Jobs - Chronoverse

Overview

Jobs are individual execution instances of workflows. When a workflow’s scheduled time arrives, Chronoverse creates a job to execute the workflow’s defined task. Each job has its own lifecycle, status, and log history.

Job Properties

Every job has the following properties:

string

required

Unique identifier (UUID) for the job

workflow_id

string

required

ID of the parent workflow this job belongs to

user_id

string

required

ID of the user who owns the workflow

status

string

required

Current job status (see Job Statuses below)

trigger

string

required

How the job was triggered:

AUTOMATIC: Scheduled automatically by Chronoverse
MANUAL: Triggered manually by user via API

container_id

string

Docker container ID (for CONTAINER workflows only)

scheduled_at

timestamp

required

When the job was scheduled to run (RFC3339 format)

started_at

timestamp

When job execution actually started

completed_at

timestamp

When job execution finished

created_at

timestamp

When the job record was created

updated_at

timestamp

Last update timestamp

Job Statuses

Jobs progress through several states during their lifecycle:

PENDING

Initial State: Job has been created but not yet queued for execution.

Job record exists in database
Waiting to be picked up by workers
Typically very short duration (milliseconds)

QUEUED

Queued for Execution: Job has been sent to the execution queue.

Event published to Kafka
Waiting for worker to process
Duration depends on worker availability

RUNNING

Active Execution: Job is currently executing.

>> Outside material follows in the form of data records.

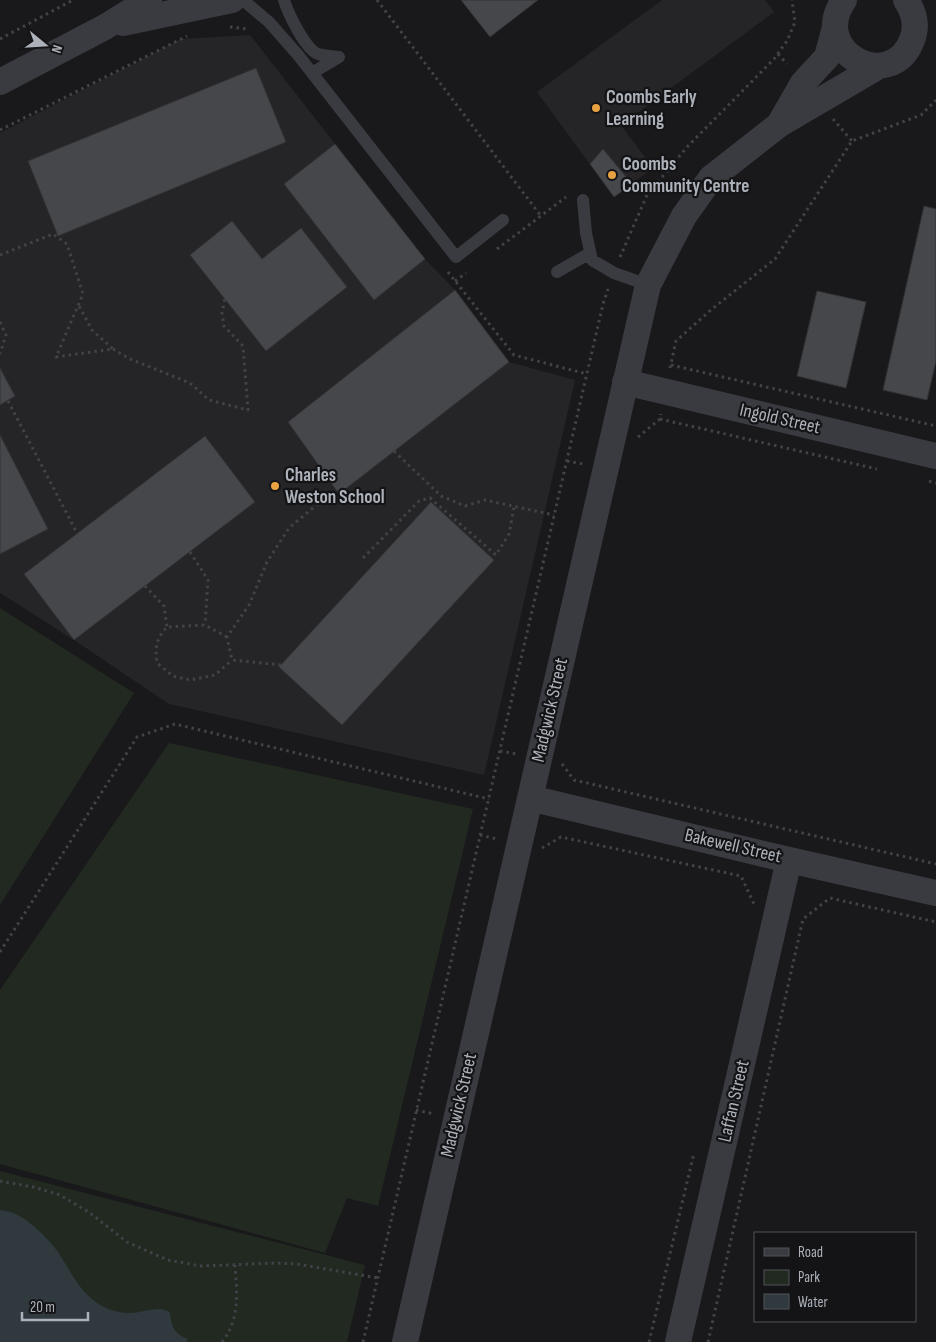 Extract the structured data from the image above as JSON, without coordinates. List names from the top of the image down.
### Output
{
  "streets": {
    "street": [
      "Ingold Street",
      "Madgwick Street",
      "Bakewell Street",
      "Laffan Street"
    ]
  },
  "crossings": [
    ["Ingold Street", "Madgwick Street"],
    ["Madgwick Street", "Bakewell Street"],
    ["Bakewell Street", "Laffan Street"]
  ],
  "places": ["Coombs Early Learning", "Coombs Community Centre", "Charles Weston School"],
  "legend": ["Road", "Park", "Water"],
  "scale_bar": "20 m",
  "north": "right"
} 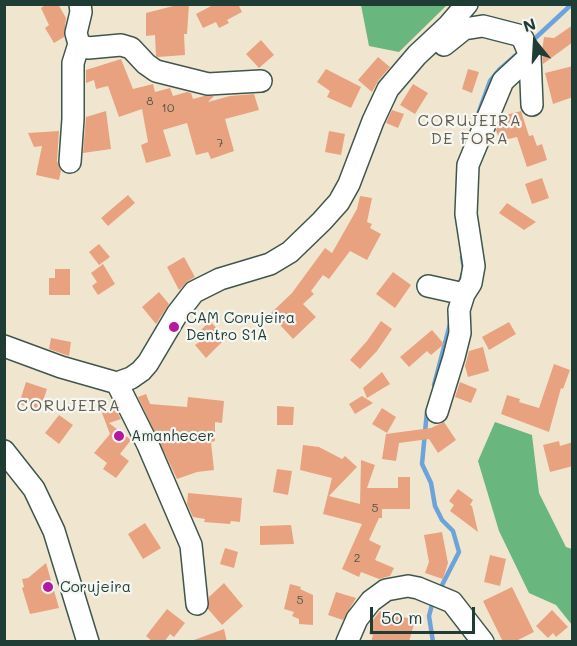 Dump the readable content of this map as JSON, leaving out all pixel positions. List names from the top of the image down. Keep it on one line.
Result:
{"districts":["CORUJEIRA DE FORA","CORUJEIRA"],"places":["CAM Corujeira Dentro S1A","Amanhecer","Corujeira"],"house_numbers":["8","10","7","5","2","5"],"scale_bar":"50 m","north":"top"} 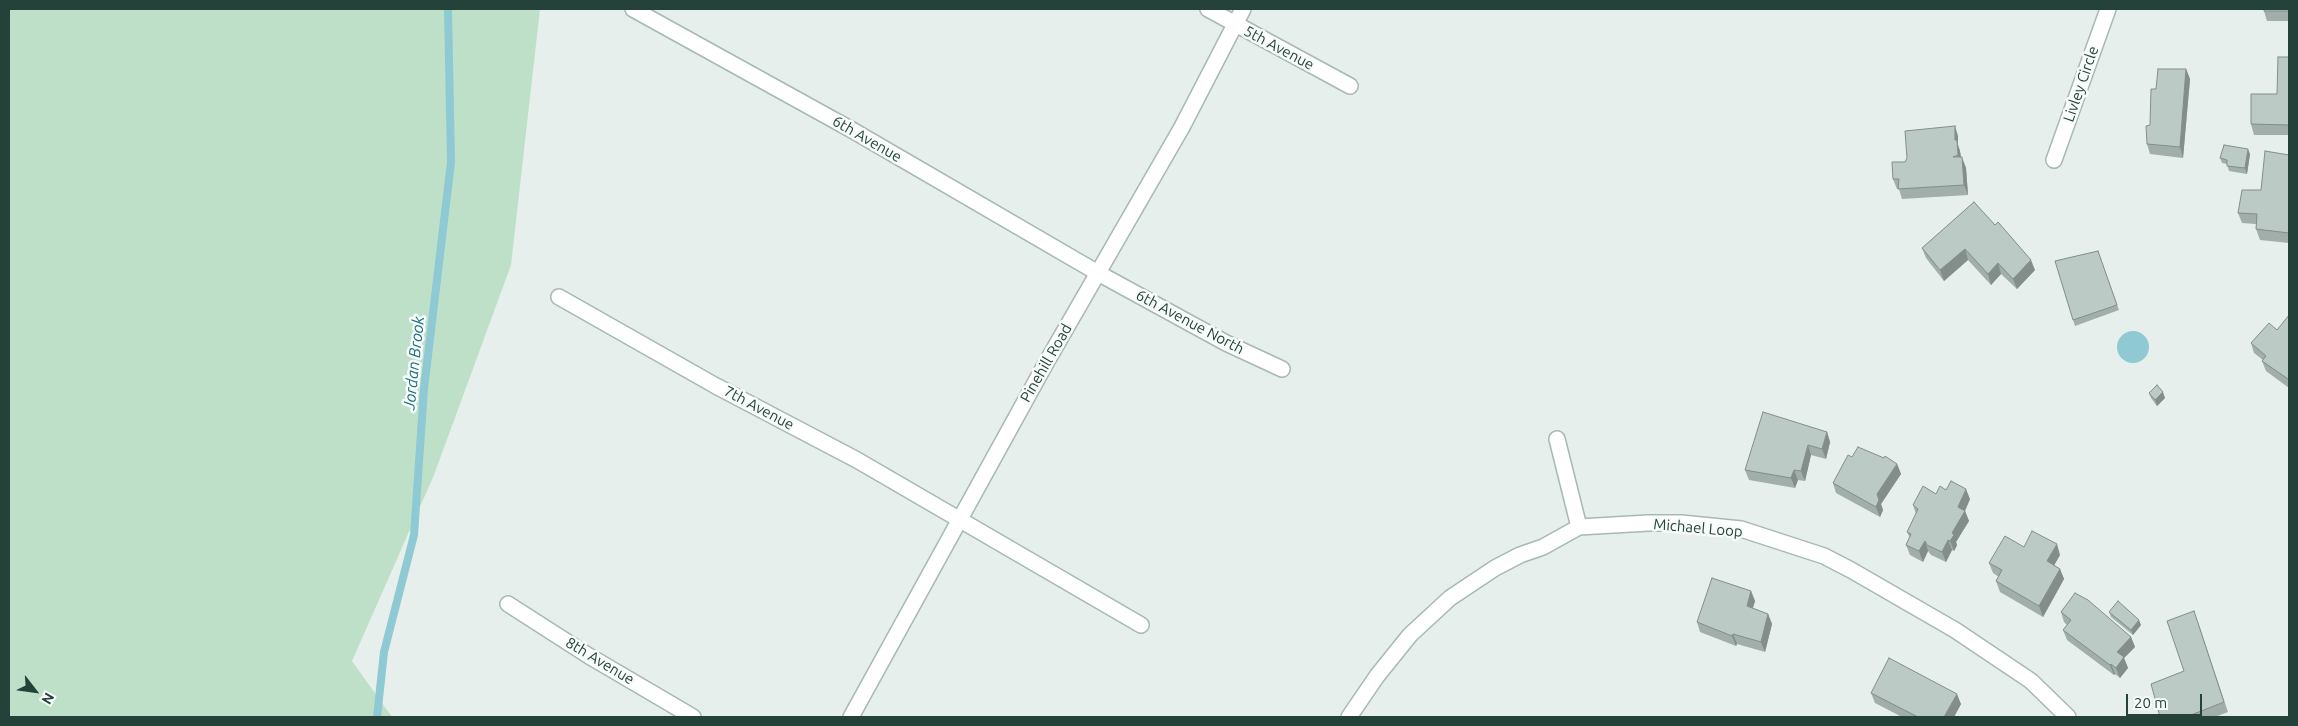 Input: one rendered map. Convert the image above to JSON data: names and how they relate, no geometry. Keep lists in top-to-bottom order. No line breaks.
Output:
{"streets":{"street":["5th Avenue","Livley Circle","6th Avenue","6th Avenue North","Pinehill Road","7th Avenue","Michael Loop","8th Avenue"]},"crossings":[["5th Avenue","Pinehill Road"],["6th Avenue","6th Avenue North"],["6th Avenue","Pinehill Road"],["6th Avenue North","Pinehill Road"],["Pinehill Road","7th Avenue"]],"water":["Jordan Brook"],"scale_bar":"20 m","north":"bottom right"} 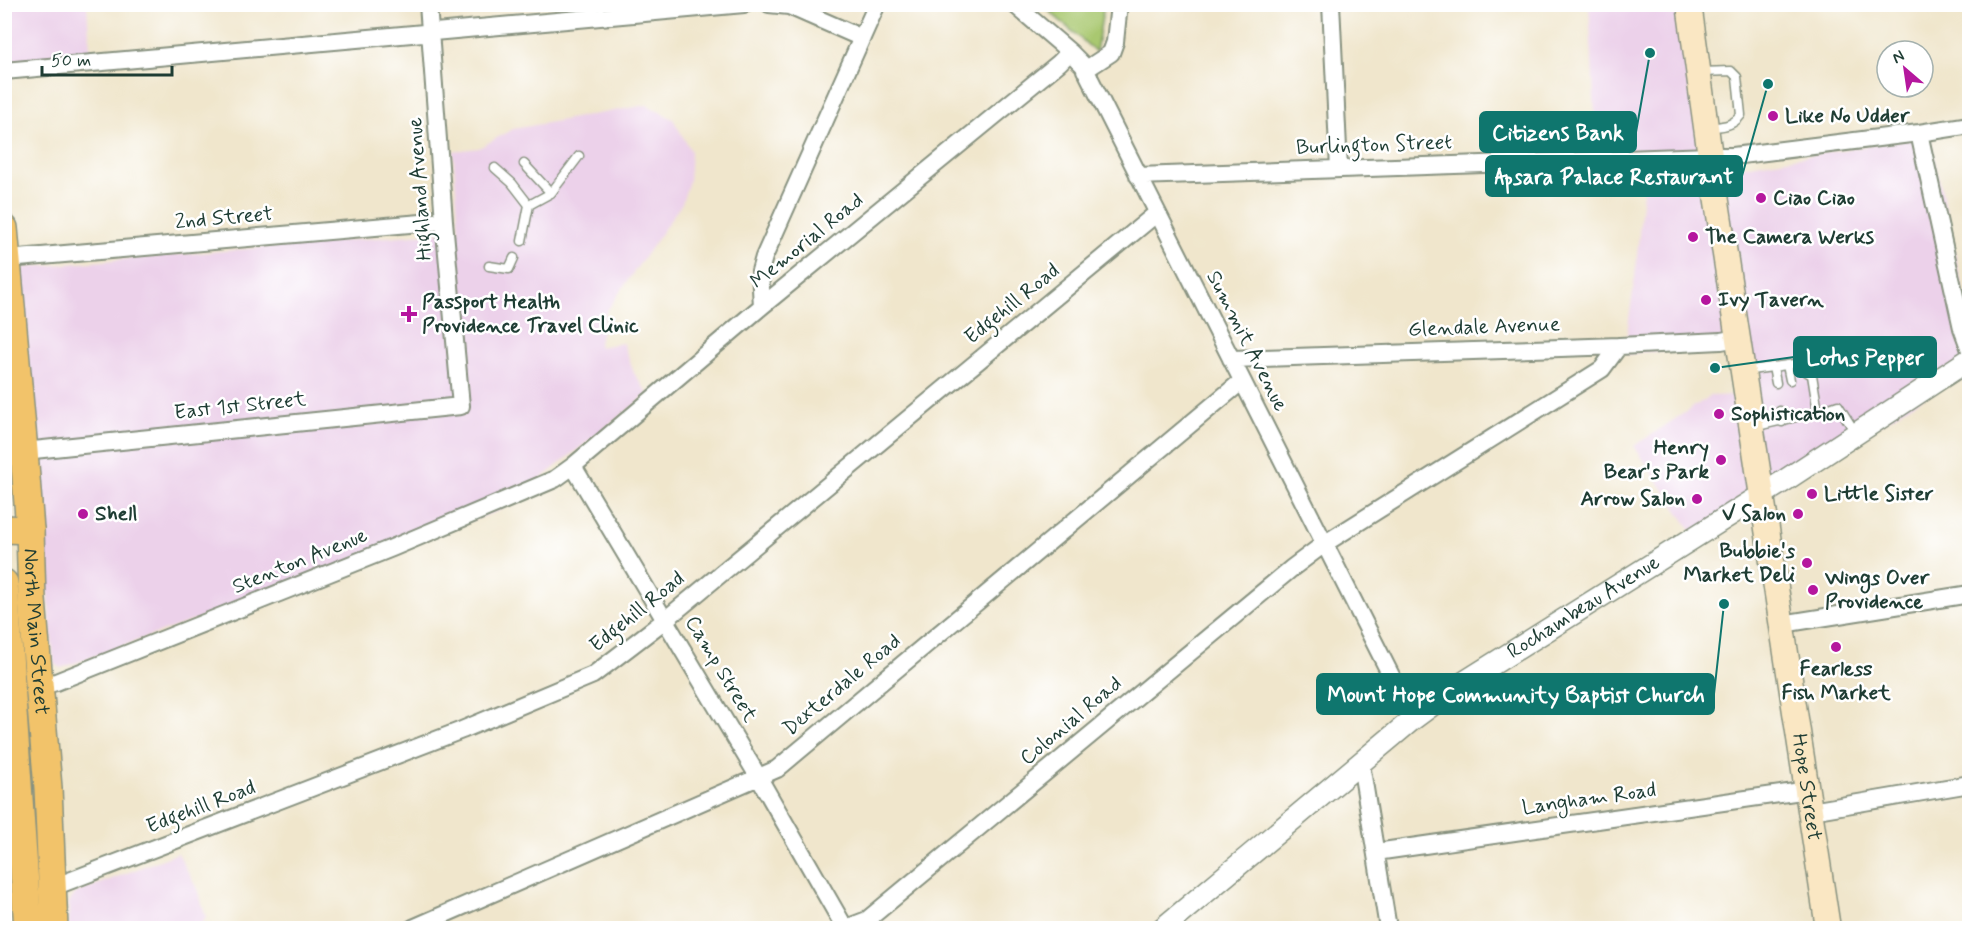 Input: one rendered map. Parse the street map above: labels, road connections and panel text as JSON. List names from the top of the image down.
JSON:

Container/process is running
Logs are being captured in real-time
started_at timestamp is set
Duration varies by workflow complexity

COMPLETED

Successful Completion: Job finished successfully.

Exit code 0 (or equivalent success indicator)
All logs captured and stored
completed_at timestamp is set
Consecutive failure counter is reset

FAILED

Failed Execution: Job encountered an error.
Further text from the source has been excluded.